Risk bounds for the marginal expected shortfall under dependence uncertainty
Measuring the contribution of a bank or an insurance company to the overall systemic risk of the market is an important issue, especially in the aftermath of the 2007-2009 Financial Crisis and the financial downturn of 2020. Specifically, the Office of the Superintendent of Financial Institutions (OSFI) in Canada recommends a multifaceted approach to address this problem, with two major components being the size of the company and its interconnectedness within the market.
One appropriate quantitative measure of systemic risk contribution is the marginal expected shortfall (MES), introduced by Acharya et al. (2017) and known to actuarial scholars as the risk capital allocation rule based on the expected shortfall risk measure since at least Panjer and Jing (2001). The MES risk measure has attracted considerable attention and has been evaluated under various assumptions on the joint probability distribution of companies’ risks in the market of interest. However, in reality, the univariate probability distributions of distinct companies in the market can be quite distinct, and the dependence structure between the companies is rarely known.

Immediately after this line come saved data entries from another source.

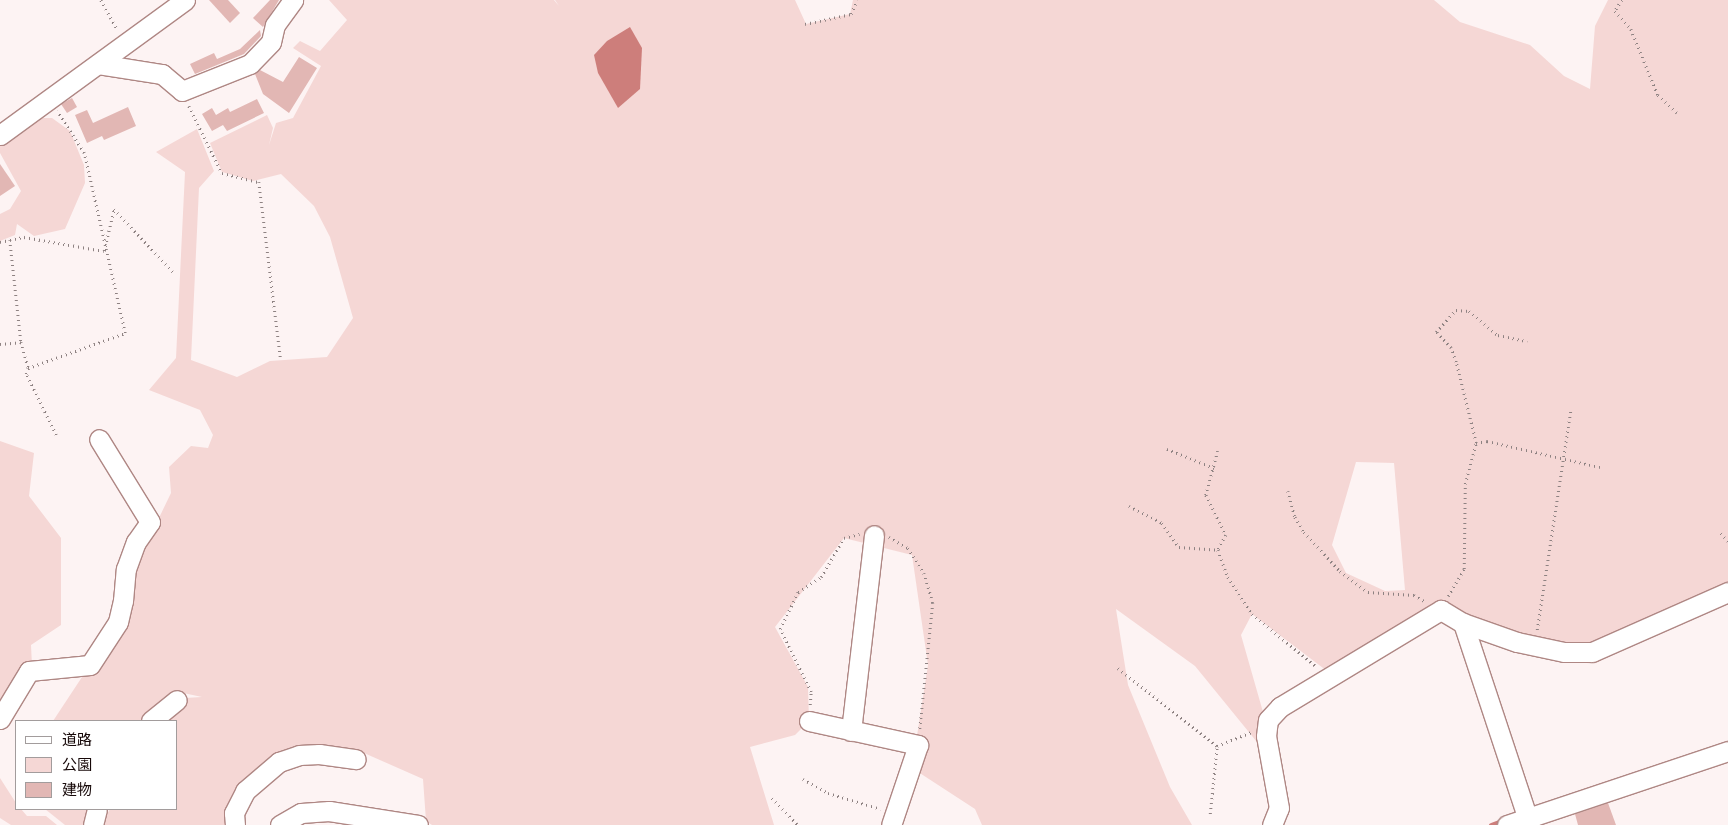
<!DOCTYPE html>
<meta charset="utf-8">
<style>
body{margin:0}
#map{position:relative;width:1728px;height:825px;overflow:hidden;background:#fdf3f3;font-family:"Titillium Web","Noto Sans JP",sans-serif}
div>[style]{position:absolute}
.green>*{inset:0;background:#f5d7d5}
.water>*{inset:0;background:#cd7e7b}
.stream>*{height:4.5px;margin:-2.25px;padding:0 2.25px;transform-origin:2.25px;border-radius:2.25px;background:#cd7e7b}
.building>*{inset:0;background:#e2b7b4}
.path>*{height:2.5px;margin-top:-1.25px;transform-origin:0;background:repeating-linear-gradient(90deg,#8e8282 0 1px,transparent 0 5px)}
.roads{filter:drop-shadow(1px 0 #af8784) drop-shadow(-1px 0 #af8784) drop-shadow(0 1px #af8784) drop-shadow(0 -1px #af8784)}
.minor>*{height:19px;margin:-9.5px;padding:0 9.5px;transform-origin:9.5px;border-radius:9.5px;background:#fff}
span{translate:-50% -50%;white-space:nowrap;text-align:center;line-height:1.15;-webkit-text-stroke:4px #fff;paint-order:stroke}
.legend{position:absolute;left:15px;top:720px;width:162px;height:90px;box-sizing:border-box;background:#fff;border:1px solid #a29c9c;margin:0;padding:6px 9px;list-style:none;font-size:15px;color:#160808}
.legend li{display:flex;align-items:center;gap:10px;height:25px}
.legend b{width:25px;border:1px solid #a29c9c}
</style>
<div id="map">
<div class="green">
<div style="clip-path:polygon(evenodd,329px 0,554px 0,559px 6px,555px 0,795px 0,806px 24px,850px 14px,853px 0,1434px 0,1460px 22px,1530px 45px,1564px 76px,1590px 89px,1595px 26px,1608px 0,1728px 0,1728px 587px,1590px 647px,1463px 623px,1438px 604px,1327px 671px,1252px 614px,1241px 635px,1267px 726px,1270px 758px,1195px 666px,1116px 609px,1128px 685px,1170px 787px,1192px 825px,982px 825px,975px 809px,912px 768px,928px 665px,912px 555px,844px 538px,775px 627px,808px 687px,809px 721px,795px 735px,750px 747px,774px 825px,432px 825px,426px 821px,423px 779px,364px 753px,300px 751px,275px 760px,226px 825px,101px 825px,110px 809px,176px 809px,176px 721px,160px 721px,185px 698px,202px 697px,174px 691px,143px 721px,53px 721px,84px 674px,100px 660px,137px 550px,157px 522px,171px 493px,169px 467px,191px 446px,208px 448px,213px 435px,200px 410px,149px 390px,176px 358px,185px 172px,156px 152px,197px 129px,214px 171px,199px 188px,191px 360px,237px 377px,270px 361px,327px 357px,353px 318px,330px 237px,314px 206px,281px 174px,253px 181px,222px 172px,210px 143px,267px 115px,273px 128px,269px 145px,276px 123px,293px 118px,321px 66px,293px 48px,300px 41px,320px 51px,347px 20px,329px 0,1356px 462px,1394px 463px,1405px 590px,1385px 591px,1346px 573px,1332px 545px,1356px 462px)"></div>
<div style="clip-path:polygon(36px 118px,52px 118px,70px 131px,84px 165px,85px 183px,65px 229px,34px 236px,17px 224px,15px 235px,0 241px,0 214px,10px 209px,21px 191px,0 153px,0 143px)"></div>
<div style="clip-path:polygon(0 441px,34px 453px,29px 496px,61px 538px,61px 625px,31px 645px,32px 666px,0 717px)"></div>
<div style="clip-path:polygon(0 778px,16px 803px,16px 809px,21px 809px,27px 816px,46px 816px,57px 825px,11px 825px,0 818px)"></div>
<div style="clip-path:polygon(45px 809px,94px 809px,85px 825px,65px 825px)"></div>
</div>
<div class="water">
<div style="clip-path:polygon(630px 27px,642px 48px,640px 89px,618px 108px,598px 73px,594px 55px,607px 41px)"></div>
</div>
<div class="stream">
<div style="left:1491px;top:825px;width:12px;rotate:-20deg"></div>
</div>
<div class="building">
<div style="clip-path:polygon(209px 0,228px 0,240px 13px,230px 23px)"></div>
<div style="clip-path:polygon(270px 0,279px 0,263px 27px,253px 18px)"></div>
<div style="clip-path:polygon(260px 30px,261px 36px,244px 54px,195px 74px,190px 64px,214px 53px,217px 59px,240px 49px)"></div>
<div style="clip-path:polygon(299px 57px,317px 68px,289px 113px,263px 94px,255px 74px,260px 70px,283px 82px)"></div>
<div style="clip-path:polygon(72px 98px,77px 107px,67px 113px,61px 104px)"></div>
<div style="clip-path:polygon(257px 99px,264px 113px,227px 131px,223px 125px,212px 131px,202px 114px,212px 108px,216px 115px,228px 108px,230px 112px)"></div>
<div style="clip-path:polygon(128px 107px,136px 126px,104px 140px,102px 136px,87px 143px,75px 115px,87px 110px,93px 123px)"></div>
<div style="clip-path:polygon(0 164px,15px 186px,0 196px)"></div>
<div style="clip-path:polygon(1608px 803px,1616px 825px,1578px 825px,1575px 814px)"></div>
</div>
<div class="path">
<div style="left:101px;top:0;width:33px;rotate:61deg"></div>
<div style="left:1622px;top:0;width:13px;rotate:122deg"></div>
<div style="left:1615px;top:11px;width:24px;rotate:48deg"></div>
<div style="left:1631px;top:29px;width:71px;rotate:67.8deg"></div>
<div style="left:1658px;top:95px;width:26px;rotate:43deg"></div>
<div style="left:805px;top:24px;width:47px;rotate:-12.3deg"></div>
<div style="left:851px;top:14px;width:15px;rotate:-67deg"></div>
<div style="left:189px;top:106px;width:75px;rotate:63.8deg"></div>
<div style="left:222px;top:173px;width:38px;rotate:14deg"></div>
<div style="left:259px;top:182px;width:179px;rotate:83deg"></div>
<div style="left:10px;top:240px;width:103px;rotate:83.8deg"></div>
<div style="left:21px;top:342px;width:26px;rotate:74deg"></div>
<div style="left:0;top:242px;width:25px;rotate:-12deg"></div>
<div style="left:24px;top:237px;width:81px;rotate:9.9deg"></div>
<div style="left:104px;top:251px;width:43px;rotate:-76.6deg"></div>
<div style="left:114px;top:209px;width:88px;rotate:46.8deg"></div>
<div style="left:0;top:344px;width:21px;rotate:-5deg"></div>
<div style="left:56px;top:435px;width:68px;rotate:-116.2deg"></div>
<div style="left:26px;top:374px;width:6px;rotate:-72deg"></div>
<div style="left:28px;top:368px;width:103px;rotate:-19.8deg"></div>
<div style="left:125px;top:333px;width:185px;rotate:-102.8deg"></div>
<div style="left:84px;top:153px;width:50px;rotate:-122.7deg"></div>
<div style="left:1476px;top:443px;width:83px;rotate:-103.9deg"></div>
<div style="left:1456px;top:362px;width:15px;rotate:-110deg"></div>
<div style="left:1451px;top:348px;width:22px;rotate:-133deg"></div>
<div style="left:1436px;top:332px;width:30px;rotate:-48deg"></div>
<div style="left:1456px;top:310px;width:13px;rotate:4deg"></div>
<div style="left:1469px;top:311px;width:38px;rotate:40deg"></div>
<div style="left:1498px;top:335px;width:30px;rotate:12deg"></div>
<div style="left:1167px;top:449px;width:51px;rotate:22deg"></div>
<div style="left:1218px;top:451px;width:46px;rotate:105.3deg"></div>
<div style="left:1206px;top:495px;width:45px;rotate:63.4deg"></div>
<div style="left:1226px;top:535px;width:17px;rotate:118deg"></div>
<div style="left:1218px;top:550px;width:29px;rotate:70deg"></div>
<div style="left:1228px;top:577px;width:44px;rotate:57deg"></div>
<div style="left:1252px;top:614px;width:84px;rotate:39.2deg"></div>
<div style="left:1288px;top:491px;width:27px;rotate:75deg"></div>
<div style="left:1295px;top:517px;width:17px;rotate:59deg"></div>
<div style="left:1304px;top:532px;width:53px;rotate:47.3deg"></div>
<div style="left:1340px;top:571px;width:35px;rotate:37deg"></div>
<div style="left:1368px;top:592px;width:46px;rotate:3.7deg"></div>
<div style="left:1414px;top:595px;width:14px;rotate:30deg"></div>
<div style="left:1129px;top:506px;width:37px;rotate:27deg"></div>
<div style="left:1162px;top:523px;width:29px;rotate:55deg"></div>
<div style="left:1179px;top:547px;width:39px;rotate:4deg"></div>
<div style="left:1721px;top:533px;width:11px;rotate:49deg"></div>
<div style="left:889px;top:537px;width:22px;rotate:30deg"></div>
<div style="left:908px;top:548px;width:30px;rotate:57deg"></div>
<div style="left:924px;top:573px;width:31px;rotate:73deg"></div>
<div style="left:933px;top:603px;width:127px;rotate:95.9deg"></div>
<div style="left:1448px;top:596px;width:31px;rotate:-59deg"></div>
<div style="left:1464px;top:569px;width:85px;rotate:-89.3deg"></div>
<div style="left:1465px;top:484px;width:42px;rotate:-75deg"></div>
<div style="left:1476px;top:443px;width:11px;rotate:-10deg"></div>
<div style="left:1487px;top:441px;width:116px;rotate:13deg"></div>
<div style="left:1537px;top:630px;width:224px;rotate:-81.3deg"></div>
<div style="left:1118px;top:668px;width:126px;rotate:38.2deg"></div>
<div style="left:810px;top:705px;width:13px;rotate:-86deg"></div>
<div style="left:811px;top:692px;width:70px;rotate:-116.2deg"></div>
<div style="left:780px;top:629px;width:41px;rotate:-64.1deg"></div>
<div style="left:798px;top:592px;width:27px;rotate:-33deg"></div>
<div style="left:821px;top:577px;width:45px;rotate:-59.5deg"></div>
<div style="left:844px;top:538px;width:16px;rotate:-15deg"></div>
<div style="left:803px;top:779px;width:29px;rotate:29deg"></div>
<div style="left:828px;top:793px;width:55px;rotate:16.8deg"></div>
<div style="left:772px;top:798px;width:37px;rotate:46deg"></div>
<div style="left:1210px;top:814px;width:68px;rotate:-84.1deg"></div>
<div style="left:1217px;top:746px;width:38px;rotate:-22deg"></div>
</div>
<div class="roads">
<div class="minor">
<div style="left:98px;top:64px;width:65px;rotate:8.9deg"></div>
<div style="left:162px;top:74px;width:26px;rotate:40deg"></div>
<div style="left:182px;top:91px;width:73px;rotate:-21.7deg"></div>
<div style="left:250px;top:64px;width:30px;rotate:-46deg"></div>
<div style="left:271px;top:42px;width:17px;rotate:-77deg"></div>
<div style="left:275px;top:25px;width:31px;rotate:-54deg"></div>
<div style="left:0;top:135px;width:229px;rotate:-36.1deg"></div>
<div style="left:1463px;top:623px;width:213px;rotate:71.7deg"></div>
<div style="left:0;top:719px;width:56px;rotate:-58.9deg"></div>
<div style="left:29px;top:671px;width:61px;rotate:-5.6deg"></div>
<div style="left:90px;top:665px;width:51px;rotate:-56.9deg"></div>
<div style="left:118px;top:622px;width:22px;rotate:-77deg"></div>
<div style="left:123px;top:601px;width:32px;rotate:-85deg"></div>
<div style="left:126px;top:569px;width:29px;rotate:-70deg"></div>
<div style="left:136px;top:542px;width:24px;rotate:-55deg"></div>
<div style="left:150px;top:522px;width:97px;rotate:-121.6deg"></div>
<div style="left:151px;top:721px;width:33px;rotate:-39deg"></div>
<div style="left:809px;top:721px;width:112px;rotate:12.4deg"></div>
<div style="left:918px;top:745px;width:84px;rotate:108.6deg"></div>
<div style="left:851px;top:731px;width:197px;rotate:-83.3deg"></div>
<div style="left:93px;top:825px;width:16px;rotate:-76deg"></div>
<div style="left:235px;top:825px;width:12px;rotate:-95deg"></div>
<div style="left:234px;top:813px;width:25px;rotate:-63deg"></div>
<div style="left:245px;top:791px;width:45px;rotate:-40.5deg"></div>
<div style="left:279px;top:762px;width:21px;rotate:-19deg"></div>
<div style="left:299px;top:755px;width:20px;rotate:-3deg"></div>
<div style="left:319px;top:754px;width:37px;rotate:8deg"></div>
<div style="left:280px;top:825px;width:24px;rotate:-30deg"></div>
<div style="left:301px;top:813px;width:28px;rotate:-4deg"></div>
<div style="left:329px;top:811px;width:90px;rotate:8.9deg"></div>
<div style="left:1272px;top:825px;width:18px;rotate:-68deg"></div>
<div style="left:1279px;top:808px;width:73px;rotate:-100.2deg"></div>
<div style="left:1266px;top:736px;width:16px;rotate:-83deg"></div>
<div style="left:1268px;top:720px;width:18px;rotate:-47deg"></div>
<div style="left:1280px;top:707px;width:188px;rotate:-31.1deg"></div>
<div style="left:1441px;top:610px;width:26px;rotate:31deg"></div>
<div style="left:1463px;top:623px;width:57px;rotate:19.4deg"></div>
<div style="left:1517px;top:642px;width:48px;rotate:12deg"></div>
<div style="left:1564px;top:652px;width:28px"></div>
<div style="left:1592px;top:652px;width:149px;rotate:-23.8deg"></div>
<div style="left:1507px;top:825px;width:233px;rotate:-18.5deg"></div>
</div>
</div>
<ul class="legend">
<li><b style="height:6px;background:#fff"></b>道路</li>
<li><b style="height:14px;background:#f5d7d5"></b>公園</li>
<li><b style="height:14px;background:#e2b7b4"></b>建物</li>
</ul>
</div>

In this paper, we derive the upper and lower bounds of MES under the assumption of full information on the marginal distributions of the companies’ risks and an unknown dependence structure. Furthermore, we also derive improved bounds for the MES risk measure when partial information on companies’ risk exposures–and hence their dependence–is available. We employ two well-known factor models, the multiplicative and additive background risk models, to describe such partial information.
Reference:
Acharya, V. V., L. H. Pedersen, T. Philippon, and M. Richardson (2017). Measuring systemic risk. The review of financial studies 30 (1), 2–47.
Panjer, H. H. and J. Jing (2001). Solvency and capital allocation. University of Waterloo, Institute of Insurance and Pension Research.